*Problem requirements*: The entries below contain a stretch that opens with the line containing "const g = document.querySelector('canvas').getContext('2d');" and closes with the line containing "M380,0h33l-6,35 -32,-5z"; set down that stretch exactly, both ends included, and nothing else.

[Saved data entries]
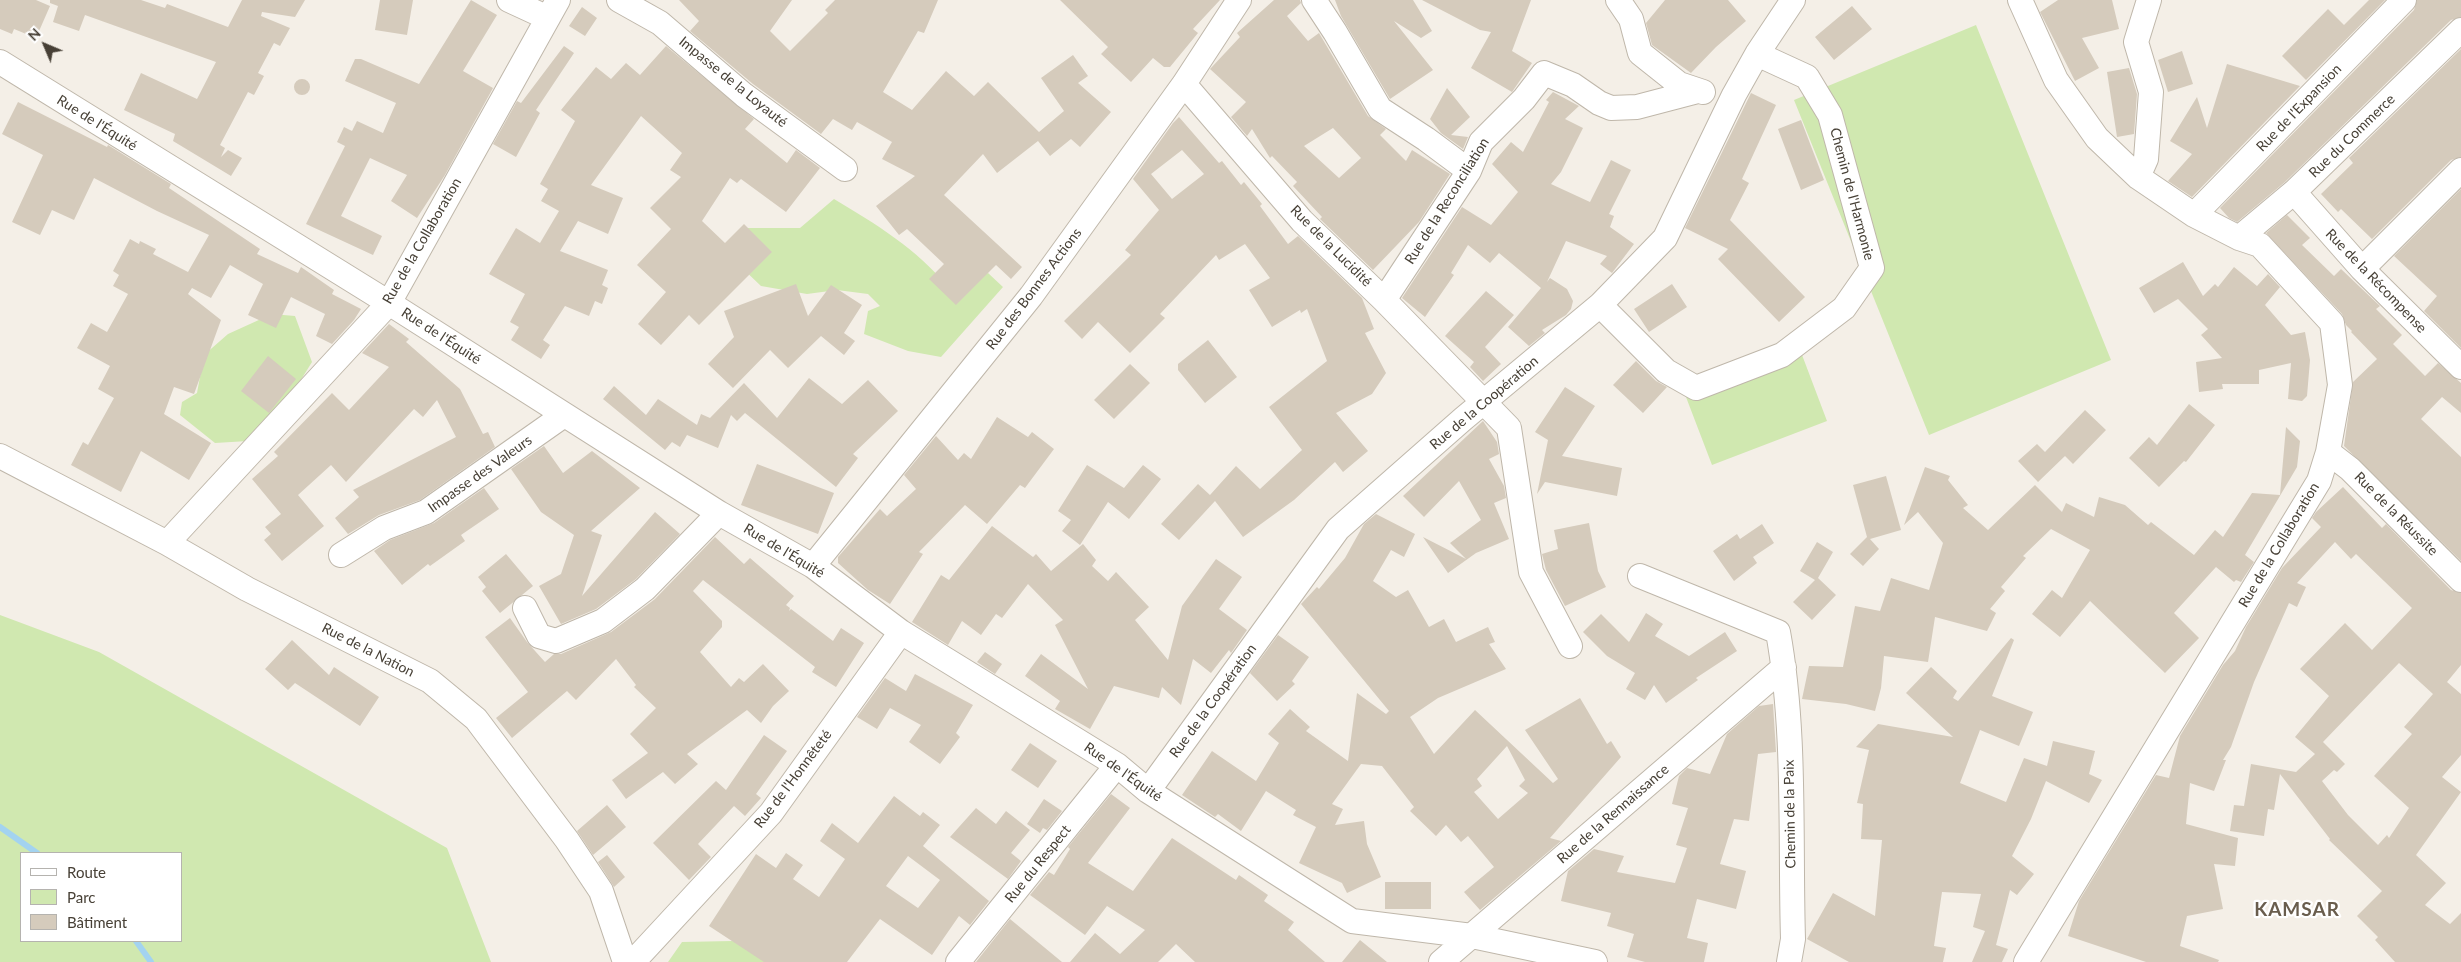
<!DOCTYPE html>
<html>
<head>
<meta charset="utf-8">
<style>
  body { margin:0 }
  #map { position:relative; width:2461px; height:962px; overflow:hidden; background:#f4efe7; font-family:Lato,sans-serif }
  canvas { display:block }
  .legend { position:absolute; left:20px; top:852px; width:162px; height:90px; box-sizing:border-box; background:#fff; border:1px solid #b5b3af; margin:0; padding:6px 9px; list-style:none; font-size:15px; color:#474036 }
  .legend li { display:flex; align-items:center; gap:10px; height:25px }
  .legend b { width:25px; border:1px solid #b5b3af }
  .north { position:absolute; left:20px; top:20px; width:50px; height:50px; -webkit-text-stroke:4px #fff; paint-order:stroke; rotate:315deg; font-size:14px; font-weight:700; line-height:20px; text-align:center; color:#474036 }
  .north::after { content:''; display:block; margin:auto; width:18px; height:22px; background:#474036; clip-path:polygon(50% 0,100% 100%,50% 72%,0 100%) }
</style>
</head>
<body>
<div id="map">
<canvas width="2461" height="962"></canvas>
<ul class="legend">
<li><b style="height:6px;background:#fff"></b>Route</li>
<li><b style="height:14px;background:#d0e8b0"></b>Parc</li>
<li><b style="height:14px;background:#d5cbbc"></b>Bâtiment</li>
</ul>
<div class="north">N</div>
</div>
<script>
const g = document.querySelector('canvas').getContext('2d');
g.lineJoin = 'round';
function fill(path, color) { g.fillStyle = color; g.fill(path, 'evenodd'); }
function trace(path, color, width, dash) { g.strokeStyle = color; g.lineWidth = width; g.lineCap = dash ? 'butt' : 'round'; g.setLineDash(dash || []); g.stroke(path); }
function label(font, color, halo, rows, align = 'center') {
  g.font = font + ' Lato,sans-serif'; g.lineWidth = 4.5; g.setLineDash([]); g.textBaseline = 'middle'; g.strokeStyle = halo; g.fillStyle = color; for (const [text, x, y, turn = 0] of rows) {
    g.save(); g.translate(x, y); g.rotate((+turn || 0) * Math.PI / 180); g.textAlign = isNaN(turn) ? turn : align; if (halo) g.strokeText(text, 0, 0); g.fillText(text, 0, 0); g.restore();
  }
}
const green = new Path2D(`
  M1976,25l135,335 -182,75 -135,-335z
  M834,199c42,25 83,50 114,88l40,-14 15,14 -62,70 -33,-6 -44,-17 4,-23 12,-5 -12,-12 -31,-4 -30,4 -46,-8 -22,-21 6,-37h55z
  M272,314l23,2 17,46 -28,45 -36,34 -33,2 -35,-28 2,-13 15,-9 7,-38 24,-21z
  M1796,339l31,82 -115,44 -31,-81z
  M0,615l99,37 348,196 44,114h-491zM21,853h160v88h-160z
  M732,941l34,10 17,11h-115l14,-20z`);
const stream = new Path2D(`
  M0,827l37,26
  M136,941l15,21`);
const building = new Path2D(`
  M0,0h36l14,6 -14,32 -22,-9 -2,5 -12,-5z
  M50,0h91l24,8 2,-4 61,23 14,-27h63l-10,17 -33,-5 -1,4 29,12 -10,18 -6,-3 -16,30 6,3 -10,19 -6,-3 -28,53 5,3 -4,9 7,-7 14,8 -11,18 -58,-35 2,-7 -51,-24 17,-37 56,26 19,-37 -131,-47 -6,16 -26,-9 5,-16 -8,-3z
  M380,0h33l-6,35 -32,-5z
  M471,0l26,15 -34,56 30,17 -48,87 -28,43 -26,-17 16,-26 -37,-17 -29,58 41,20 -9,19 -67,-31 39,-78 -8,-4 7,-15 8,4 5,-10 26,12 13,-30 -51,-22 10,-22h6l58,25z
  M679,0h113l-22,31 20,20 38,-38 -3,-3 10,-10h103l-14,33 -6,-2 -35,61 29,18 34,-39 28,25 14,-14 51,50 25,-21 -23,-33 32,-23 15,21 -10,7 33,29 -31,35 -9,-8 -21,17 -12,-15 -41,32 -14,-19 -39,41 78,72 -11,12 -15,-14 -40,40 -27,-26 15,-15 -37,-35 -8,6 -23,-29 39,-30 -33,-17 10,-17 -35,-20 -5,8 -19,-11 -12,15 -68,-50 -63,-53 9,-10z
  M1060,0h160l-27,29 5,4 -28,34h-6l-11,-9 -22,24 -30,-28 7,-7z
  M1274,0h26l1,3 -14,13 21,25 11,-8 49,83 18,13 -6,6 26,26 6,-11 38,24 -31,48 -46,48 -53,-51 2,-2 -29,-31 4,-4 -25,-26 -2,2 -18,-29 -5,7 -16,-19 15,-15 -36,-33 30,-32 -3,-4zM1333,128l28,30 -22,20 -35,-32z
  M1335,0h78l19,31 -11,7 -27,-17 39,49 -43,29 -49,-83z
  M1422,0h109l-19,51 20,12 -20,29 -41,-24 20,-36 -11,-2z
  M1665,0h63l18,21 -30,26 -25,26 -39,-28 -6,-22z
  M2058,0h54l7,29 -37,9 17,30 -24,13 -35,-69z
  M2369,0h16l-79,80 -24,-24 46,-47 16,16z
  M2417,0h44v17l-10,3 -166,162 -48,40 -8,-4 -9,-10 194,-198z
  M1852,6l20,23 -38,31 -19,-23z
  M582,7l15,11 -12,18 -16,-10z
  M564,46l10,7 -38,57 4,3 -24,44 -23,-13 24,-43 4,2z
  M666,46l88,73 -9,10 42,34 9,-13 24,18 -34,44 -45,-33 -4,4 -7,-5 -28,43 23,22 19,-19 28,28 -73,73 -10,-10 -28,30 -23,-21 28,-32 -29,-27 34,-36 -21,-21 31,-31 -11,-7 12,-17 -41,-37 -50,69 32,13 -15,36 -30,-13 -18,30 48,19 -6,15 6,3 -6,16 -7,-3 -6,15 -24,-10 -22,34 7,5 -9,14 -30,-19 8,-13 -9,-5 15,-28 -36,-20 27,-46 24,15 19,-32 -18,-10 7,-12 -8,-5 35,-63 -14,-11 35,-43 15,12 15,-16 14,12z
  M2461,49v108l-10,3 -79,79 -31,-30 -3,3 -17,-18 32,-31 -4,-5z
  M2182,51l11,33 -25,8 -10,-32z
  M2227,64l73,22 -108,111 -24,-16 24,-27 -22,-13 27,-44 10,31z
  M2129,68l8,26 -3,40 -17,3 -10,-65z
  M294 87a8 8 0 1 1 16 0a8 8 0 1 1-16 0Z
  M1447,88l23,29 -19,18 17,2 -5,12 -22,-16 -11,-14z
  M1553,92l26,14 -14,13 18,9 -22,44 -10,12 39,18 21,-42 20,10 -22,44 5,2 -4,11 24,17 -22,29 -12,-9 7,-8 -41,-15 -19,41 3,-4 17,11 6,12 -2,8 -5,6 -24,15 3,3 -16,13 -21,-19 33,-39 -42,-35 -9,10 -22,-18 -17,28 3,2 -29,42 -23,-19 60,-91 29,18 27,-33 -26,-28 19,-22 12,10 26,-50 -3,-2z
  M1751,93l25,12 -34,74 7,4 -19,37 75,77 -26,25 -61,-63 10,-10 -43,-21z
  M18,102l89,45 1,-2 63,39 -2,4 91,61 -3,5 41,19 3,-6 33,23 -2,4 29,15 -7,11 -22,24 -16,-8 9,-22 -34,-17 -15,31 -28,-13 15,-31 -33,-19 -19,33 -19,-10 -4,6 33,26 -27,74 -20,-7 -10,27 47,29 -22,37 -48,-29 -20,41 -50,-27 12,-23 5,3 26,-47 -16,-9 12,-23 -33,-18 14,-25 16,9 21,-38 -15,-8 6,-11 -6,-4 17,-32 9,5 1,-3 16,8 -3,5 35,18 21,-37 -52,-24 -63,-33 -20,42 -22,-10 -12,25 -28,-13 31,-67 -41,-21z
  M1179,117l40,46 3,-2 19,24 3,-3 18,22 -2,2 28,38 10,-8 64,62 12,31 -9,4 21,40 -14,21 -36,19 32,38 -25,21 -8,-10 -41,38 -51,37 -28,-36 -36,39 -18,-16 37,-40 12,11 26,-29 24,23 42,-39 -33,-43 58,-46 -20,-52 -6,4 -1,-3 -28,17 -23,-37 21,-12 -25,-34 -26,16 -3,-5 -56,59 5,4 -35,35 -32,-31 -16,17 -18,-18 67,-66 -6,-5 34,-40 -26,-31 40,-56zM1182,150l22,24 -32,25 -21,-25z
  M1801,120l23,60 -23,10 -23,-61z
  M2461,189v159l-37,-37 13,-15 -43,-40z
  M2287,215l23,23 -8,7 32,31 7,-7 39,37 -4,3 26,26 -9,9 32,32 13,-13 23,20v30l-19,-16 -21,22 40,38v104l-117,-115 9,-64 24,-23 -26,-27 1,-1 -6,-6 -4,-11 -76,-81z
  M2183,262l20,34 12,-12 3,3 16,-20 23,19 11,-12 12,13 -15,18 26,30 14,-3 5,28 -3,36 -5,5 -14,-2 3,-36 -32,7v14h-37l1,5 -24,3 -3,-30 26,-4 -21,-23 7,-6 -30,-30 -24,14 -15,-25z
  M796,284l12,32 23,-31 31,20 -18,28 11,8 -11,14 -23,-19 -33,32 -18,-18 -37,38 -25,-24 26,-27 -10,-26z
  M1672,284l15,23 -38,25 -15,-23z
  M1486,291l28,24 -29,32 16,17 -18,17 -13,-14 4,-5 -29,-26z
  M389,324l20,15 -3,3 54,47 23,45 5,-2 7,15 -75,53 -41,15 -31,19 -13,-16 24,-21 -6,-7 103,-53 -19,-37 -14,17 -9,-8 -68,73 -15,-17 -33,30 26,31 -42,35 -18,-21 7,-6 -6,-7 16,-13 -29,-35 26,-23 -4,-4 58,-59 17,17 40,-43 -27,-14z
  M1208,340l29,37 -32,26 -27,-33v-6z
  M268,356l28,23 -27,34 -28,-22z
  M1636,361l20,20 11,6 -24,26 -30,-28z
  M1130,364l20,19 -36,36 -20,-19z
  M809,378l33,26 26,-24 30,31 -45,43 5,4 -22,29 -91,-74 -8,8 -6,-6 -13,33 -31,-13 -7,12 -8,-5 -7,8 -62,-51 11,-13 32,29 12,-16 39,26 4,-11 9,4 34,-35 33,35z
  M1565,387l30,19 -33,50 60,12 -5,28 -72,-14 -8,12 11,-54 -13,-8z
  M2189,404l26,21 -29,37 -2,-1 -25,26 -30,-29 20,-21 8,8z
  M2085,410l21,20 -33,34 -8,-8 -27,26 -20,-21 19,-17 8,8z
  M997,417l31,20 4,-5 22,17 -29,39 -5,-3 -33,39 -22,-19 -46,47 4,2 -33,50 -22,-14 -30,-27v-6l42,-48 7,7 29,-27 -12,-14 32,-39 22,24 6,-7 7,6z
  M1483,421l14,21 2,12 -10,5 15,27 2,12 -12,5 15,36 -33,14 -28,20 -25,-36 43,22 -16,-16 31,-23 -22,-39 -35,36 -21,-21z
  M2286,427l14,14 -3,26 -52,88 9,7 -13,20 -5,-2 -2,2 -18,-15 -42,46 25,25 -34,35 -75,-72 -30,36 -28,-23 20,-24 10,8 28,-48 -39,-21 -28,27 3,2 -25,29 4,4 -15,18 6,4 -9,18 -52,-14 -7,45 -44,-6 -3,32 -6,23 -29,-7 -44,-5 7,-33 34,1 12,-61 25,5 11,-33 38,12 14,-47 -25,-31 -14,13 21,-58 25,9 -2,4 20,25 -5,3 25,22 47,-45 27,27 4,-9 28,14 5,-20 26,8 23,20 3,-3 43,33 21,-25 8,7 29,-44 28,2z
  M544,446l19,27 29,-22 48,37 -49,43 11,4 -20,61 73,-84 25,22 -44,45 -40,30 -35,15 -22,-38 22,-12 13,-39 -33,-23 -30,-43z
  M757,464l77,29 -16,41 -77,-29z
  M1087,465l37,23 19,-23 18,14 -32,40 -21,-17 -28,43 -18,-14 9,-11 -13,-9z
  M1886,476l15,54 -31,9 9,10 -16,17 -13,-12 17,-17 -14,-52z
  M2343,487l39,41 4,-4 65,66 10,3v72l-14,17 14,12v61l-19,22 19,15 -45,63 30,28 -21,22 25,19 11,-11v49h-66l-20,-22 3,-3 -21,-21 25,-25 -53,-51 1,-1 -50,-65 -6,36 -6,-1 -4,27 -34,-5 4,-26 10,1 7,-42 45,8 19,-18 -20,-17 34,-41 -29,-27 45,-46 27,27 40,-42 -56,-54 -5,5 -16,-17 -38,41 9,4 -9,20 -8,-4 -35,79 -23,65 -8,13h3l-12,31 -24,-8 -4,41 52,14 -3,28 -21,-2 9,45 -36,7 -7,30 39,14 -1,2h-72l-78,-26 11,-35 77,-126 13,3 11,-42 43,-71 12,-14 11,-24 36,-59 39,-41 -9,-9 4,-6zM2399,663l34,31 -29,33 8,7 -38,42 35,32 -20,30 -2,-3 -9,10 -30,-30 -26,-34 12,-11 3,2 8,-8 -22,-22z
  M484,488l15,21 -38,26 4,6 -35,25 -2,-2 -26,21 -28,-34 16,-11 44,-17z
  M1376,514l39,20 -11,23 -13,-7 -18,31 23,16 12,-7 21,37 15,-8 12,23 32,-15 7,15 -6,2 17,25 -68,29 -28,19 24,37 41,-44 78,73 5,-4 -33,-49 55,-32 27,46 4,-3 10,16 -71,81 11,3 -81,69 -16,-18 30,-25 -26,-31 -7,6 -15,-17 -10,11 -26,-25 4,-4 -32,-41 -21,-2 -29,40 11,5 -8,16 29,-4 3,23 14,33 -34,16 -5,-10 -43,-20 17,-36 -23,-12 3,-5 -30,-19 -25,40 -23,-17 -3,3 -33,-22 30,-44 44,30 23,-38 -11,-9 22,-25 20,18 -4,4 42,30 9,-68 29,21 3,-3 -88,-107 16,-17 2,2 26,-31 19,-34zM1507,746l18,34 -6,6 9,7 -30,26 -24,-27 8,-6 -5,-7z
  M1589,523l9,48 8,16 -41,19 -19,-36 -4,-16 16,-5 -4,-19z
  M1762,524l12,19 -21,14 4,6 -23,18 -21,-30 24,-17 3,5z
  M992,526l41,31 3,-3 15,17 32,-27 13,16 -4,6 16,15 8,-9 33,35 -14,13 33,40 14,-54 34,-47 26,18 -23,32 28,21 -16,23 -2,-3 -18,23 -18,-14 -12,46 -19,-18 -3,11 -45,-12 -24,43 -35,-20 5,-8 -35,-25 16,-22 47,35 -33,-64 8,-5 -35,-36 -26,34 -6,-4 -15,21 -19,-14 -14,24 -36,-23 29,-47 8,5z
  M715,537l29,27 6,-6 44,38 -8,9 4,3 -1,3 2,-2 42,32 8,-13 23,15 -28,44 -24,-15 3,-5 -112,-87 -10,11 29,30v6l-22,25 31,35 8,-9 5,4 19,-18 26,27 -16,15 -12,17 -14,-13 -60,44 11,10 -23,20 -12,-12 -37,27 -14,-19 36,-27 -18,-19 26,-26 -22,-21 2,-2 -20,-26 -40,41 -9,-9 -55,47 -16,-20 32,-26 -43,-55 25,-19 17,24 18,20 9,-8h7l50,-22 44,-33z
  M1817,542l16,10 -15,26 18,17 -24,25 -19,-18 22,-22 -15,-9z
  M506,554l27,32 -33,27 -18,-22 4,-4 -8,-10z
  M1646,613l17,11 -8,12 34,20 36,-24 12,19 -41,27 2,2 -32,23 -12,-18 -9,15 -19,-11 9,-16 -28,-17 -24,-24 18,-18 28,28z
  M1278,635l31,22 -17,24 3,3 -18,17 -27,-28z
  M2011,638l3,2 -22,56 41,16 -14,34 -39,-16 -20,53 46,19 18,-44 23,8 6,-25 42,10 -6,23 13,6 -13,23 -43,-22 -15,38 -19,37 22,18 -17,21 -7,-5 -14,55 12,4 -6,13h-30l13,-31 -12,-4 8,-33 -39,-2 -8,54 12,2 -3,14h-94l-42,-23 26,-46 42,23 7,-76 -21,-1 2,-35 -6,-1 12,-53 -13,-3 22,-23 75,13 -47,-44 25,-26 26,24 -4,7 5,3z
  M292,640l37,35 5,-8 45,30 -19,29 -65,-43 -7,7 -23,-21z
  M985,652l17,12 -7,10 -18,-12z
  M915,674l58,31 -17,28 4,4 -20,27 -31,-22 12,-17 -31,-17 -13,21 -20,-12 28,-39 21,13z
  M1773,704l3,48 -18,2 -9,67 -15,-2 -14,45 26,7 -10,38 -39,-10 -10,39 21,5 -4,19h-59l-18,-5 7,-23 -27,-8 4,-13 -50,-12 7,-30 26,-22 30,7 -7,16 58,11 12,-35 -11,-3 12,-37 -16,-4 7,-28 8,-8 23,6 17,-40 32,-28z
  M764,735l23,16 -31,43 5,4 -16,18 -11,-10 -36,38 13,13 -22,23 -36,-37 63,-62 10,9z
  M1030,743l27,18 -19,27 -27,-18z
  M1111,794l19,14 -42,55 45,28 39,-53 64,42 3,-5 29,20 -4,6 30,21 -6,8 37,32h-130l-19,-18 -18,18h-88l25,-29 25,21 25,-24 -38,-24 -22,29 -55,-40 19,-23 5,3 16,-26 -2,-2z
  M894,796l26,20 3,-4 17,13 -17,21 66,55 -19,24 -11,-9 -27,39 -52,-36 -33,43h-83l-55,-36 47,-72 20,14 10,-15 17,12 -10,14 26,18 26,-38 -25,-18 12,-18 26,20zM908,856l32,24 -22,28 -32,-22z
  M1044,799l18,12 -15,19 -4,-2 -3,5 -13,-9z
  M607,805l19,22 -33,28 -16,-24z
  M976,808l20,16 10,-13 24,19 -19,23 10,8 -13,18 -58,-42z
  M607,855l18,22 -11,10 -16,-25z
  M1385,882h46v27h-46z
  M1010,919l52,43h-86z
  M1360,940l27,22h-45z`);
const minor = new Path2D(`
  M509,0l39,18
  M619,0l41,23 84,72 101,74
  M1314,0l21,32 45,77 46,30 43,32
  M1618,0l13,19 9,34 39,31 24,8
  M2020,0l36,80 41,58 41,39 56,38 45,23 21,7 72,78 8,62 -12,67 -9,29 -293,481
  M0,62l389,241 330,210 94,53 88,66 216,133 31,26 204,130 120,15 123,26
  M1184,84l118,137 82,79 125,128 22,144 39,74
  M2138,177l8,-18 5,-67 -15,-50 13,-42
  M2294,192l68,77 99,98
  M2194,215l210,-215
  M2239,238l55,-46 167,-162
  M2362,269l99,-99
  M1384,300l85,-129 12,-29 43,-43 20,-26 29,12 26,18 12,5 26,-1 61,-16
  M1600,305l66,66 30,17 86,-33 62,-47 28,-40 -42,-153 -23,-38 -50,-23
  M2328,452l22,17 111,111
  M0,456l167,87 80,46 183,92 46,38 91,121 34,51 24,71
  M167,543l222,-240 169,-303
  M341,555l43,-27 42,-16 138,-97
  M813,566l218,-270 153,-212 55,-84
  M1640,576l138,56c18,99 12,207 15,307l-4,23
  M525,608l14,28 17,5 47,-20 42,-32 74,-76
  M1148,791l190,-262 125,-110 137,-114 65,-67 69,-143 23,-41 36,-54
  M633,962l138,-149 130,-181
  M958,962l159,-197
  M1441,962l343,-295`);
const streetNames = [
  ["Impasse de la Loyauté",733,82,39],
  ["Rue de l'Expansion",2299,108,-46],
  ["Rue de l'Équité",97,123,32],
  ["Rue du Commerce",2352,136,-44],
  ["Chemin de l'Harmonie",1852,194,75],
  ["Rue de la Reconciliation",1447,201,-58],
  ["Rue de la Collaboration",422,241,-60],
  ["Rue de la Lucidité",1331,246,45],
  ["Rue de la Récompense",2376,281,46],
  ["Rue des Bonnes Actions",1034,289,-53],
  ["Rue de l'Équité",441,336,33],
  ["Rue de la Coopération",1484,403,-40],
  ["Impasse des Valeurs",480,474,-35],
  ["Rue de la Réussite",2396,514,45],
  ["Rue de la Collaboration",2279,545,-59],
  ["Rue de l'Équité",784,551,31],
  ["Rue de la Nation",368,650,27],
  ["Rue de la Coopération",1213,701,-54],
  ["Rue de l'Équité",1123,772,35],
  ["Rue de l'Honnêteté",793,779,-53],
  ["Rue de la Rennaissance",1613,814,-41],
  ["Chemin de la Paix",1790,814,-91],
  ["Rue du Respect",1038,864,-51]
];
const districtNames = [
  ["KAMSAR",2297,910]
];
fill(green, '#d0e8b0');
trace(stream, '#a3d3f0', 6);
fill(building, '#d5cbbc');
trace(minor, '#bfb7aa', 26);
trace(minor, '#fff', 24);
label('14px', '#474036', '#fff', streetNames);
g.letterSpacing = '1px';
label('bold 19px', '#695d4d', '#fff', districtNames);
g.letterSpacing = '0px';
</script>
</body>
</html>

*Task response*:
const g = document.querySelector('canvas').getContext('2d');
g.lineJoin = 'round';
function fill(path, color) { g.fillStyle = color; g.fill(path, 'evenodd'); }
function trace(path, color, width, dash) { g.strokeStyle = color; g.lineWidth = width; g.lineCap = dash ? 'butt' : 'round'; g.setLineDash(dash || []); g.stroke(path); }
function label(font, color, halo, rows, align = 'center') {
  g.font = font + ' Lato,sans-serif'; g.lineWidth = 4.5; g.setLineDash([]); g.textBaseline = 'middle'; g.strokeStyle = halo; g.fillStyle = color; for (const [text, x, y, turn = 0] of rows) {
    g.save(); g.translate(x, y); g.rotate((+turn || 0) * Math.PI / 180); g.textAlign = isNaN(turn) ? turn : align; if (halo) g.strokeText(text, 0, 0); g.fillText(text, 0, 0); g.restore();
  }
}
const green = new Path2D(`
  M1976,25l135,335 -182,75 -135,-335z
  M834,199c42,25 83,50 114,88l40,-14 15,14 -62,70 -33,-6 -44,-17 4,-23 12,-5 -12,-12 -31,-4 -30,4 -46,-8 -22,-21 6,-37h55z
  M272,314l23,2 17,46 -28,45 -36,34 -33,2 -35,-28 2,-13 15,-9 7,-38 24,-21z
  M1796,339l31,82 -115,44 -31,-81z
  M0,615l99,37 348,196 44,114h-491zM21,853h160v88h-160z
  M732,941l34,10 17,11h-115l14,-20z`);
const stream = new Path2D(`
  M0,827l37,26
  M136,941l15,21`);
const building = new Path2D(`
  M0,0h36l14,6 -14,32 -22,-9 -2,5 -12,-5z
  M50,0h91l24,8 2,-4 61,23 14,-27h63l-10,17 -33,-5 -1,4 29,12 -10,18 -6,-3 -16,30 6,3 -10,19 -6,-3 -28,53 5,3 -4,9 7,-7 14,8 -11,18 -58,-35 2,-7 -51,-24 17,-37 56,26 19,-37 -131,-47 -6,16 -26,-9 5,-16 -8,-3z
  M380,0h33l-6,35 -32,-5z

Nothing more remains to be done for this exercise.